[Stored data]
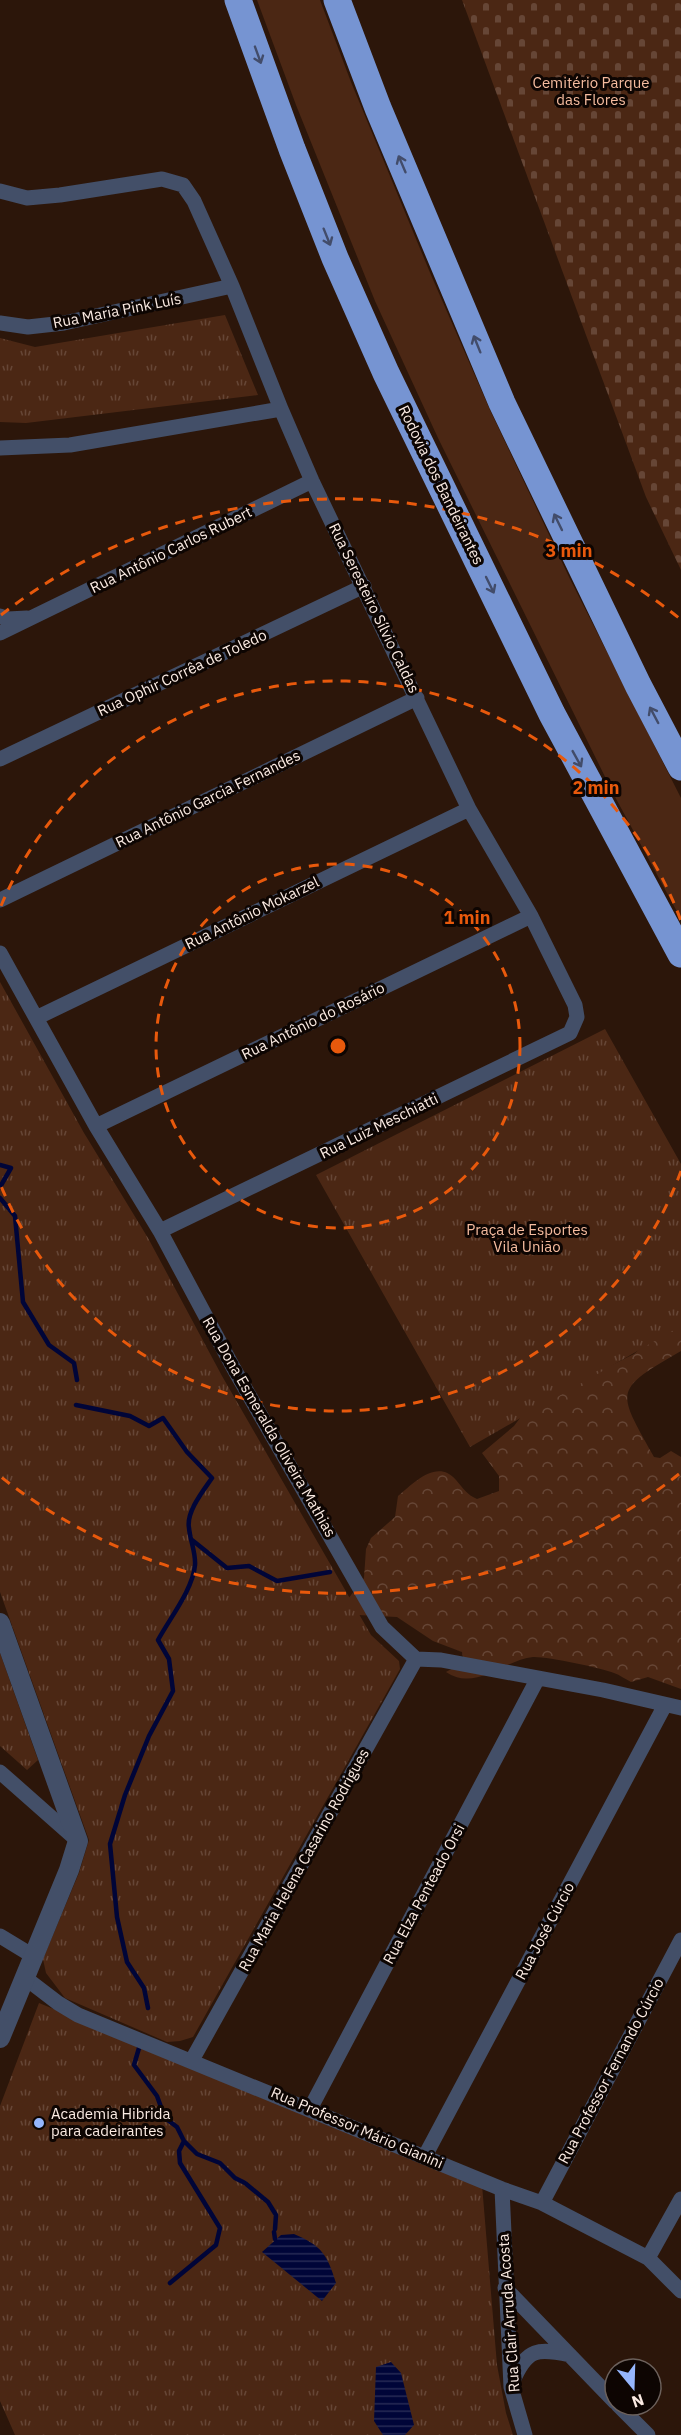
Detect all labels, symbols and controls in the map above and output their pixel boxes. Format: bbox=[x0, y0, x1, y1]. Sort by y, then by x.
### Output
one-way arrow bbox=[254, 45, 265, 64]
park label: Cemitério Parque das Flores bbox=[533, 73, 649, 109]
one-way arrow bbox=[396, 156, 407, 174]
one-way arrow bbox=[322, 228, 333, 246]
street label: Rua Maria Pink Luís bbox=[51, 289, 183, 332]
one-way arrow bbox=[471, 335, 482, 354]
street label: Rodovia dos Bandeirantes bbox=[395, 402, 488, 568]
street label: Rua Antônio Carlos Rubert bbox=[87, 502, 255, 597]
one-way arrow bbox=[551, 513, 563, 531]
street label: Rua Seresteiro Sílvio Caldas bbox=[325, 520, 424, 696]
text: 3 min bbox=[545, 539, 593, 562]
one-way arrow bbox=[484, 576, 496, 594]
street label: Rua Ophir Corrêa de Toledo bbox=[94, 625, 269, 720]
one-way arrow bbox=[648, 707, 660, 724]
street label: Rua Antônio Garcia Fernandes bbox=[112, 745, 303, 852]
one-way arrow bbox=[572, 750, 583, 768]
text: 2 min bbox=[572, 776, 620, 799]
street label: Rua Antônio Mokarzel bbox=[182, 872, 322, 953]
text: 1 min bbox=[443, 906, 491, 929]
street label: Rua Antônio do Rosário bbox=[238, 978, 388, 1064]
centre of rings bbox=[328, 1036, 348, 1056]
street label: Rua Luiz Meschiatti bbox=[316, 1089, 441, 1162]
park label: Praça de Esportes Vila União bbox=[466, 1220, 588, 1256]
street label: Rua Dona Esmeralda Oliveira Mathias bbox=[198, 1313, 340, 1540]
street label: Rua Maria Helena Casarino Rodrigues bbox=[234, 1745, 373, 1975]
street label: Rua Elza Penteado Orsi bbox=[379, 1821, 469, 1967]
street label: Rua José Cúrcio bbox=[511, 1879, 578, 1983]
street label: Rua Professor Fernando Cúrcio bbox=[553, 1975, 668, 2167]
street label: Rua Professor Mário Gianini bbox=[268, 2083, 446, 2173]
place label: Academia Hibrida para cadeirantes bbox=[51, 2104, 171, 2140]
marker: Academia Hibrida para cadeirantes bbox=[32, 2116, 46, 2130]
street label: Rua Clair Arruda Acosta bbox=[493, 2233, 524, 2393]
north arrow bbox=[603, 2357, 663, 2417]
text: N bbox=[629, 2390, 647, 2413]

→ TASK BRIEF:
Please print each record above again exactly, but omit any pictures.

→ SOLUTION TO THE PROBLEM:
Detect all labels, symbols and controls in the map above and output their pixel boxes. Format: bbox=[x0, y0, x1, y1]. Sort by y, then by x.
### Output
one-way arrow bbox=[254, 45, 265, 64]
park label: Cemitério Parque das Flores bbox=[533, 73, 649, 109]
one-way arrow bbox=[396, 156, 407, 174]
one-way arrow bbox=[322, 228, 333, 246]
street label: Rua Maria Pink Luís bbox=[51, 289, 183, 332]
one-way arrow bbox=[471, 335, 482, 354]
street label: Rodovia dos Bandeirantes bbox=[395, 402, 488, 568]
street label: Rua Antônio Carlos Rubert bbox=[87, 502, 255, 597]
one-way arrow bbox=[551, 513, 563, 531]
street label: Rua Seresteiro Sílvio Caldas bbox=[325, 520, 424, 696]
text: 3 min bbox=[545, 539, 593, 562]
one-way arrow bbox=[484, 576, 496, 594]
street label: Rua Ophir Corrêa de Toledo bbox=[94, 625, 269, 720]
one-way arrow bbox=[648, 707, 660, 724]
street label: Rua Antônio Garcia Fernandes bbox=[112, 745, 303, 852]
one-way arrow bbox=[572, 750, 583, 768]
text: 2 min bbox=[572, 776, 620, 799]
street label: Rua Antônio Mokarzel bbox=[182, 872, 322, 953]
text: 1 min bbox=[443, 906, 491, 929]
street label: Rua Antônio do Rosário bbox=[238, 978, 388, 1064]
centre of rings bbox=[328, 1036, 348, 1056]
street label: Rua Luiz Meschiatti bbox=[316, 1089, 441, 1162]
park label: Praça de Esportes Vila União bbox=[466, 1220, 588, 1256]
street label: Rua Dona Esmeralda Oliveira Mathias bbox=[198, 1313, 340, 1540]
street label: Rua Maria Helena Casarino Rodrigues bbox=[234, 1745, 373, 1975]
street label: Rua Elza Penteado Orsi bbox=[379, 1821, 469, 1967]
street label: Rua José Cúrcio bbox=[511, 1879, 578, 1983]
street label: Rua Professor Fernando Cúrcio bbox=[553, 1975, 668, 2167]
street label: Rua Professor Mário Gianini bbox=[268, 2083, 446, 2173]
place label: Academia Hibrida para cadeirantes bbox=[51, 2104, 171, 2140]
marker: Academia Hibrida para cadeirantes bbox=[32, 2116, 46, 2130]
street label: Rua Clair Arruda Acosta bbox=[493, 2233, 524, 2393]
north arrow bbox=[603, 2357, 663, 2417]
text: N bbox=[629, 2390, 647, 2413]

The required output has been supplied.